▸ Task statement:
Each time a line of the listing holds "look", copy that line.

▸ Provided records:
----

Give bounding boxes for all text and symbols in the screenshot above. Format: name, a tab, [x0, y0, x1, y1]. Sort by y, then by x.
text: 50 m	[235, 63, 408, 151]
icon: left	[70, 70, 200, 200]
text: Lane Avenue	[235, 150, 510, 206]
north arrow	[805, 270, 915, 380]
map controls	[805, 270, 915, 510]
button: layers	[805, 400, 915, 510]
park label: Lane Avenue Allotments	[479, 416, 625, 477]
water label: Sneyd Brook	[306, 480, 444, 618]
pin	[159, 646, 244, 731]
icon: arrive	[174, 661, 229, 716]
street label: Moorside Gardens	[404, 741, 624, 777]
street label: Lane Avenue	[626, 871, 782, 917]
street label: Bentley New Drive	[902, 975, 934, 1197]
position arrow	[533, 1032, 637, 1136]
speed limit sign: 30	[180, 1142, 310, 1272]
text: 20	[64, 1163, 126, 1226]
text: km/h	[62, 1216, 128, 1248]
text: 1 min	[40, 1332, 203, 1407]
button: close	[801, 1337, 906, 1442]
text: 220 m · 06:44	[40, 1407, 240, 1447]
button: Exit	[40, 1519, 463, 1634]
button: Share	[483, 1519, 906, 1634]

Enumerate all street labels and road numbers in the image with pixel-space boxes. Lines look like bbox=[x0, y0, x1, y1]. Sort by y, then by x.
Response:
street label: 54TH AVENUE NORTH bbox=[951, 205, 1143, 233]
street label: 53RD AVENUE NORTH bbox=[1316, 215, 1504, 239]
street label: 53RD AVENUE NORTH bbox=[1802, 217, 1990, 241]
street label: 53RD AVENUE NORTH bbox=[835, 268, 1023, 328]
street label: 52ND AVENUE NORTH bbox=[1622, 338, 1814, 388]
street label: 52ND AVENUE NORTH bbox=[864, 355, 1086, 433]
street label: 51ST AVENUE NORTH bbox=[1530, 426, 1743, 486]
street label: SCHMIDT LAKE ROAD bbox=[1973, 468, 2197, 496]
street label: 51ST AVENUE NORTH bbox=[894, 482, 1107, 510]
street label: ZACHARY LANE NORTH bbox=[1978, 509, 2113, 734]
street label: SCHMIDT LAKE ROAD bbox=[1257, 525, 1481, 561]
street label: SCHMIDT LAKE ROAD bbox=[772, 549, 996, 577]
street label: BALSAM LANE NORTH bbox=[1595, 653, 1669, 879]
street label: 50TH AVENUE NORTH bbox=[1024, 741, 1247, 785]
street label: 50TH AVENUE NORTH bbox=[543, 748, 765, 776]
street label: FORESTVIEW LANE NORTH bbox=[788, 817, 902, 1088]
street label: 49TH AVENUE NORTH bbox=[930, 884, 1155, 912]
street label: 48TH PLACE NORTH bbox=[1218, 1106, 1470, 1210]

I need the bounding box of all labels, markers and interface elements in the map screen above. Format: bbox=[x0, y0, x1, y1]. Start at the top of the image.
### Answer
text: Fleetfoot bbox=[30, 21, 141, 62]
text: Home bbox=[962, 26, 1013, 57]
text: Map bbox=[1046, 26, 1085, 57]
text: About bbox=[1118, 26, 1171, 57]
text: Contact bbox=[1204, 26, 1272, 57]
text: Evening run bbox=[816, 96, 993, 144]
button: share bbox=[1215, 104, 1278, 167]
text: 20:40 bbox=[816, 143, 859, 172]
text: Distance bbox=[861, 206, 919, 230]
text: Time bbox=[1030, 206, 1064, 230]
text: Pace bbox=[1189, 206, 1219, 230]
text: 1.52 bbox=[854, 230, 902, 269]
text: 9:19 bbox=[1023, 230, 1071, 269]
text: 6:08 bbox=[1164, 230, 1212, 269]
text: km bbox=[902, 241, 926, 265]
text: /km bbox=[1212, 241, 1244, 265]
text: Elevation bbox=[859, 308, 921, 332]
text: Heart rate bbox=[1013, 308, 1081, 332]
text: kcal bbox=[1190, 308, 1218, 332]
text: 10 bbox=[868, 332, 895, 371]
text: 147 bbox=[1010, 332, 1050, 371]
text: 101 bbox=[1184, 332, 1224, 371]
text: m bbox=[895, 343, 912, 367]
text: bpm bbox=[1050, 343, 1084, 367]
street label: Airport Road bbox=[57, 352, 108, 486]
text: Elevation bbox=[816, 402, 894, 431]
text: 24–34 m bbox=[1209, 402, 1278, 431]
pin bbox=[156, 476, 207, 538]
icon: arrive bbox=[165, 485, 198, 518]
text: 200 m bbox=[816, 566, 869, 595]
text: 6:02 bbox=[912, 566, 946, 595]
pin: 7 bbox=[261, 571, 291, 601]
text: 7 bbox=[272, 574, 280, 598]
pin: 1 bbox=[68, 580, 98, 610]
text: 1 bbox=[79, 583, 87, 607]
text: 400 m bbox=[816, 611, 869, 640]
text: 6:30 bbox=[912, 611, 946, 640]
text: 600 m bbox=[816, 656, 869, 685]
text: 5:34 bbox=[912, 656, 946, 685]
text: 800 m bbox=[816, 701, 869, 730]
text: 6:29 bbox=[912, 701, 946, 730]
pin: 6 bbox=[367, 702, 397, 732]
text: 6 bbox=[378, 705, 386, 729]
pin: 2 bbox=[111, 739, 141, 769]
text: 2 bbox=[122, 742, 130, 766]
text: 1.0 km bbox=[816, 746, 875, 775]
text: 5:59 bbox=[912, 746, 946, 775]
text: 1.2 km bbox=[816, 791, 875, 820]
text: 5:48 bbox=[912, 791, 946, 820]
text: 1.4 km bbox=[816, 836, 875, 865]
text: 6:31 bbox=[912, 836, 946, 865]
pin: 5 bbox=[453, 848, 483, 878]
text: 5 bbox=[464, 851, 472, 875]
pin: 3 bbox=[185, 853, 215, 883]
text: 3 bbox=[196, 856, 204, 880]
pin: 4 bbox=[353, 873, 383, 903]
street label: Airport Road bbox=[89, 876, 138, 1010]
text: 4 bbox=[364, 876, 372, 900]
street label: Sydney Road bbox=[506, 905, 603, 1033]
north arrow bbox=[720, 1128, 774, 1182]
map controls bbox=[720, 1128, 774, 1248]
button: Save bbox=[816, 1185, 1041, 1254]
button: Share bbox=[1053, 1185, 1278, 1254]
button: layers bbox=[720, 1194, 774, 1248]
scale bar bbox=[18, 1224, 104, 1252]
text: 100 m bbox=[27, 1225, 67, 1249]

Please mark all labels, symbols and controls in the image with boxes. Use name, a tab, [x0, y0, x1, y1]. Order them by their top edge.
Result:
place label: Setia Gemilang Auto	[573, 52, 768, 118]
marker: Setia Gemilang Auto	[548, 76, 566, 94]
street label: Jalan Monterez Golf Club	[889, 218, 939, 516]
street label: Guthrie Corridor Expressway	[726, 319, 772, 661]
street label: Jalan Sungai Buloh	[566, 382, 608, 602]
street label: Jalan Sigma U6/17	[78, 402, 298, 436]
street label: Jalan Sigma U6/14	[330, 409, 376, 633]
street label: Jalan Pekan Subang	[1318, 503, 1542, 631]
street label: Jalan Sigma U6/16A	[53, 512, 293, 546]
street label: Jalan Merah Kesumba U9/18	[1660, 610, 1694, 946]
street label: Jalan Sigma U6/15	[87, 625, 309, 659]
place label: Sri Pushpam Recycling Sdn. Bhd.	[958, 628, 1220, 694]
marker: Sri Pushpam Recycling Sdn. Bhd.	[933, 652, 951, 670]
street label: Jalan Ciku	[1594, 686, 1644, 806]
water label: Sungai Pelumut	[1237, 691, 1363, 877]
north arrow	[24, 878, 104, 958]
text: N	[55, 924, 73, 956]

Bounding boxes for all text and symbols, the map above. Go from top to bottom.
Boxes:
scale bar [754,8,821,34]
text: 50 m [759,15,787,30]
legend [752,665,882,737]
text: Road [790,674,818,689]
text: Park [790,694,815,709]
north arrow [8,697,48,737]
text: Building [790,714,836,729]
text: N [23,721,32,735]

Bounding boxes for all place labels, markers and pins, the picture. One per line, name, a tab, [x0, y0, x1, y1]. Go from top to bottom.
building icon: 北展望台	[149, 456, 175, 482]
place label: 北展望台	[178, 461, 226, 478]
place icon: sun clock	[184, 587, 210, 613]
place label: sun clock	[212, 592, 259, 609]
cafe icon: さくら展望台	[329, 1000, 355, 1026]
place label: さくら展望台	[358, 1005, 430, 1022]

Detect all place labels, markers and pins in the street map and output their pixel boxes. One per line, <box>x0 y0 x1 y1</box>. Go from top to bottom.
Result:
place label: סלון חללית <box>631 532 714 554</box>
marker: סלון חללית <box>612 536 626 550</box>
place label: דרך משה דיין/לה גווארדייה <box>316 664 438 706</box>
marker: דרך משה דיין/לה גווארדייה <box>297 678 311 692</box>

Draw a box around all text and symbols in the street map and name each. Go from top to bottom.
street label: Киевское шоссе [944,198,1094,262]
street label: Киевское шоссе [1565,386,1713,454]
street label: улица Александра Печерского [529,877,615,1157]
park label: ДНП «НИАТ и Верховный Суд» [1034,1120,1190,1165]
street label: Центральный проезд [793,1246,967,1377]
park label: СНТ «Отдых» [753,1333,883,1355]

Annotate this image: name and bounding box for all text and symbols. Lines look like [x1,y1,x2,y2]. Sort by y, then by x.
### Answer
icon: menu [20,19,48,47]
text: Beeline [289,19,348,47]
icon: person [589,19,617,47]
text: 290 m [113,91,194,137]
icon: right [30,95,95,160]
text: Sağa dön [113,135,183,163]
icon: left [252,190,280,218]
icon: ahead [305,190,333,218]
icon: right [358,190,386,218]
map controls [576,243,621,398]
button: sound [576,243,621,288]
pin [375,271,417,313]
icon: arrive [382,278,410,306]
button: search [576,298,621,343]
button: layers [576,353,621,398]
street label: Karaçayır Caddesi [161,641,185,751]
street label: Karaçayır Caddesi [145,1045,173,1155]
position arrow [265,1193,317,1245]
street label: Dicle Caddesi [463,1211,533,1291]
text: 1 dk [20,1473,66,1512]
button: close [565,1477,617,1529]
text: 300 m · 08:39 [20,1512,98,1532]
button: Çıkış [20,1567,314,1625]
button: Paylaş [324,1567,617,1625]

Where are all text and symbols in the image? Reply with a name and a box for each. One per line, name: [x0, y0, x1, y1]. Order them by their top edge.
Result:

----

▸ Answer to the exercise:
Enumerate all street labels and road numbers in the image with pixel-space boxes. Lines look like bbox=[x0, y0, x1, y1]. Sort by y, then by x.
Annotate this image: name and bounding box for all text and symbols. Lines look like [x1,y1,x2,y2]. Sort by y, then by x.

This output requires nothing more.